Your task —
In the entries below, find the line with "Map reading. Build" and print exactly every line from there up to and including the line with "I am building", with no other lines.

Stored items:
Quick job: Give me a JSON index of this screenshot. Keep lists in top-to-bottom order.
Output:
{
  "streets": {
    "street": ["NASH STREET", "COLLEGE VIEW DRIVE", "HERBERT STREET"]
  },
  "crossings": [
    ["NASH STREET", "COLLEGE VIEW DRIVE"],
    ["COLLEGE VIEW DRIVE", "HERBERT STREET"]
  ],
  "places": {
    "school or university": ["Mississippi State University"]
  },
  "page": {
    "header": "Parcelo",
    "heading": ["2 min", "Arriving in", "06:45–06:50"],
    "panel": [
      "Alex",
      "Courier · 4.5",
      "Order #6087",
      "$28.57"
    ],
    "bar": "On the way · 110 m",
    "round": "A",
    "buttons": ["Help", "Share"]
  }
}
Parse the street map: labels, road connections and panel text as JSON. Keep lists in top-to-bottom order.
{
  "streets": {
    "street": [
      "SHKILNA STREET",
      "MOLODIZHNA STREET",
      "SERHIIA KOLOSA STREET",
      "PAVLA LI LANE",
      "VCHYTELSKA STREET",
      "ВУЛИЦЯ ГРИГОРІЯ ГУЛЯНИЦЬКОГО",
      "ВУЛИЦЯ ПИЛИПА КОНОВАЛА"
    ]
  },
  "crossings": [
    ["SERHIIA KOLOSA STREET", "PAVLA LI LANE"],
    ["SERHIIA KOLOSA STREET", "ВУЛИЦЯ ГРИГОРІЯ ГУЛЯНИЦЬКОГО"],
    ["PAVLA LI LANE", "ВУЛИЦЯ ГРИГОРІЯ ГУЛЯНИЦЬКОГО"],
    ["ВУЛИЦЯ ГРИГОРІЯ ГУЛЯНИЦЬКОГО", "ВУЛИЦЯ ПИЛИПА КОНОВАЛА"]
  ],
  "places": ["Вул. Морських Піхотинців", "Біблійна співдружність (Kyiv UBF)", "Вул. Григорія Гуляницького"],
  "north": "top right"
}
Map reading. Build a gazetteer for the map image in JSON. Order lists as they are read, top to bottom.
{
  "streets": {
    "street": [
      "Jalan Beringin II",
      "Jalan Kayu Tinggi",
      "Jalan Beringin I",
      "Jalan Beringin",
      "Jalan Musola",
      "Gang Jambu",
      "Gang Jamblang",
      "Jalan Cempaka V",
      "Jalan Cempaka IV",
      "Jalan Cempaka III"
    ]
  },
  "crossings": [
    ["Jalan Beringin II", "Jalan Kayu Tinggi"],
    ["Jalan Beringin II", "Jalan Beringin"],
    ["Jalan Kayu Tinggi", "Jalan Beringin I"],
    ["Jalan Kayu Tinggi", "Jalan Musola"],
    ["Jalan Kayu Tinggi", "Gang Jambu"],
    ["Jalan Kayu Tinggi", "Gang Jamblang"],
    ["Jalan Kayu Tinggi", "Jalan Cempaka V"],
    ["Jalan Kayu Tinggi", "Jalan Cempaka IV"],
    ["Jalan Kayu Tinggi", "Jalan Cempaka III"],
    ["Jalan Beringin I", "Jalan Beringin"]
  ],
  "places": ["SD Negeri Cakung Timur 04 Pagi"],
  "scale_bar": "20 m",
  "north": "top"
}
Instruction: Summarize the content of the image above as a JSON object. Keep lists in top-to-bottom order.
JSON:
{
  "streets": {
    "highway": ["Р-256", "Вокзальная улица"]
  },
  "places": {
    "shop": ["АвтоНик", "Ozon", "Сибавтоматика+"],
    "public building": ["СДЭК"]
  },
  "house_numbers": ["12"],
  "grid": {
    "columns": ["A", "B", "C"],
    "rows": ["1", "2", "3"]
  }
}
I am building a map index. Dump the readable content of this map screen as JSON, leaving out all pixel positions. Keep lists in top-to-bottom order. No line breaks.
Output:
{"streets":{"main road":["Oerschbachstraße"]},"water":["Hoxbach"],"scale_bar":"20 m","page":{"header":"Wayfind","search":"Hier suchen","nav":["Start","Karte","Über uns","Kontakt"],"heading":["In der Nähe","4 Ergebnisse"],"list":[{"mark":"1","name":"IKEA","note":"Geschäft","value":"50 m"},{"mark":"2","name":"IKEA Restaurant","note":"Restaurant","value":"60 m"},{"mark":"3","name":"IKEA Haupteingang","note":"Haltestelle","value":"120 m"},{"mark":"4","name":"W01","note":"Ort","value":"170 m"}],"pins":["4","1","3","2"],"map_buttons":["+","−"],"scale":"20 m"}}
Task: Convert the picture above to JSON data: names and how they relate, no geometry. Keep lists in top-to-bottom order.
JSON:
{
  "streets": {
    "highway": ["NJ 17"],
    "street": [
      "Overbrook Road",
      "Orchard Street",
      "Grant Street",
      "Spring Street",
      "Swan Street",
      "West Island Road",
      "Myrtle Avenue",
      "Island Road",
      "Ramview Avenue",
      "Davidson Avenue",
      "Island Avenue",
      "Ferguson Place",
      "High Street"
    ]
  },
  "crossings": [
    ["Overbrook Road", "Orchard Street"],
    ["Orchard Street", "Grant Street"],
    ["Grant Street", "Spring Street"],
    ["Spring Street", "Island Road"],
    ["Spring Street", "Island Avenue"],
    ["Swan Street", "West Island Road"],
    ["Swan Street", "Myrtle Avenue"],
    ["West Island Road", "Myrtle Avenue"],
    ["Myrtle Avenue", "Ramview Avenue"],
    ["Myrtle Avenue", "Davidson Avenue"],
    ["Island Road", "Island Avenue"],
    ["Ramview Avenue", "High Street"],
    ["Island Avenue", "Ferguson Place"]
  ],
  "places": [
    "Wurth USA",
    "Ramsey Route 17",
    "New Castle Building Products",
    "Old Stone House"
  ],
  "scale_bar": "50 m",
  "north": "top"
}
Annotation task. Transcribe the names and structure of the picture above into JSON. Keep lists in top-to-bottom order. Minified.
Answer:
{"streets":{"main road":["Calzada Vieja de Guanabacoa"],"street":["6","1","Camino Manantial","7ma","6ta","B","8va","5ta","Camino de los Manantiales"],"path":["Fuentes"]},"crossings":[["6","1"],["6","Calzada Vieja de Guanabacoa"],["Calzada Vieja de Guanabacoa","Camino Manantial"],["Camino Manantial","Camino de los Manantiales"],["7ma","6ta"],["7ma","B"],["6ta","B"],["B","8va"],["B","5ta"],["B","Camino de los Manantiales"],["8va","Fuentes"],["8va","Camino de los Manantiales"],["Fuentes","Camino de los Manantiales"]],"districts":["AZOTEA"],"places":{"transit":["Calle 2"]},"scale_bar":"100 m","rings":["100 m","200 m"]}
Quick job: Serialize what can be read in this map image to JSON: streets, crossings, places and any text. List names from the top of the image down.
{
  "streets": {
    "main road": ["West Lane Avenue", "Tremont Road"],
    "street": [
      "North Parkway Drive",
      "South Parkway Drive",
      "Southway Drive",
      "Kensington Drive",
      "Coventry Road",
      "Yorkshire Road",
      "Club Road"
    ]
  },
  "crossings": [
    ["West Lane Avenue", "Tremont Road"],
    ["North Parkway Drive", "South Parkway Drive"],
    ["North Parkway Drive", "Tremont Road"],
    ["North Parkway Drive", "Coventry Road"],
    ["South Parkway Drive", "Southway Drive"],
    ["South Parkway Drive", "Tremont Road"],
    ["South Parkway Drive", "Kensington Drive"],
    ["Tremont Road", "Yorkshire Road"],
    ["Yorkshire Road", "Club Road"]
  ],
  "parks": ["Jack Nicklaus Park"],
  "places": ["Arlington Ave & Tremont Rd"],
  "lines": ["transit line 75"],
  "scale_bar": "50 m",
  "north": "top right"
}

Answer space —
Map reading. Build a gazetteer for the map image in JSON. Order lists as they are read, top to bottom.
{
  "streets": {
    "street": [
      "Jalan Beringin II",
      "Jalan Kayu Tinggi",
      "Jalan Beringin I",
      "Jalan Beringin",
      "Jalan Musola",
      "Gang Jambu",
      "Gang Jamblang",
      "Jalan Cempaka V",
      "Jalan Cempaka IV",
      "Jalan Cempaka III"
    ]
  },
  "crossings": [
    ["Jalan Beringin II", "Jalan Kayu Tinggi"],
    ["Jalan Beringin II", "Jalan Beringin"],
    ["Jalan Kayu Tinggi", "Jalan Beringin I"],
    ["Jalan Kayu Tinggi", "Jalan Musola"],
    ["Jalan Kayu Tinggi", "Gang Jambu"],
    ["Jalan Kayu Tinggi", "Gang Jamblang"],
    ["Jalan Kayu Tinggi", "Jalan Cempaka V"],
    ["Jalan Kayu Tinggi", "Jalan Cempaka IV"],
    ["Jalan Kayu Tinggi", "Jalan Cempaka III"],
    ["Jalan Beringin I", "Jalan Beringin"]
  ],
  "places": ["SD Negeri Cakung Timur 04 Pagi"],
  "scale_bar": "20 m",
  "north": "top"
}
Instruction: Summarize the content of the image above as a JSON object. Keep lists in top-to-bottom order.
JSON:
{
  "streets": {
    "highway": ["Р-256", "Вокзальная улица"]
  },
  "places": {
    "shop": ["АвтоНик", "Ozon", "Сибавтоматика+"],
    "public building": ["СДЭК"]
  },
  "house_numbers": ["12"],
  "grid": {
    "columns": ["A", "B", "C"],
    "rows": ["1", "2", "3"]
  }
}
I am building a map index. Dump the readable content of this map screen as JSON, leaving out all pixel positions. Keep lists in top-to-bottom order. No line breaks.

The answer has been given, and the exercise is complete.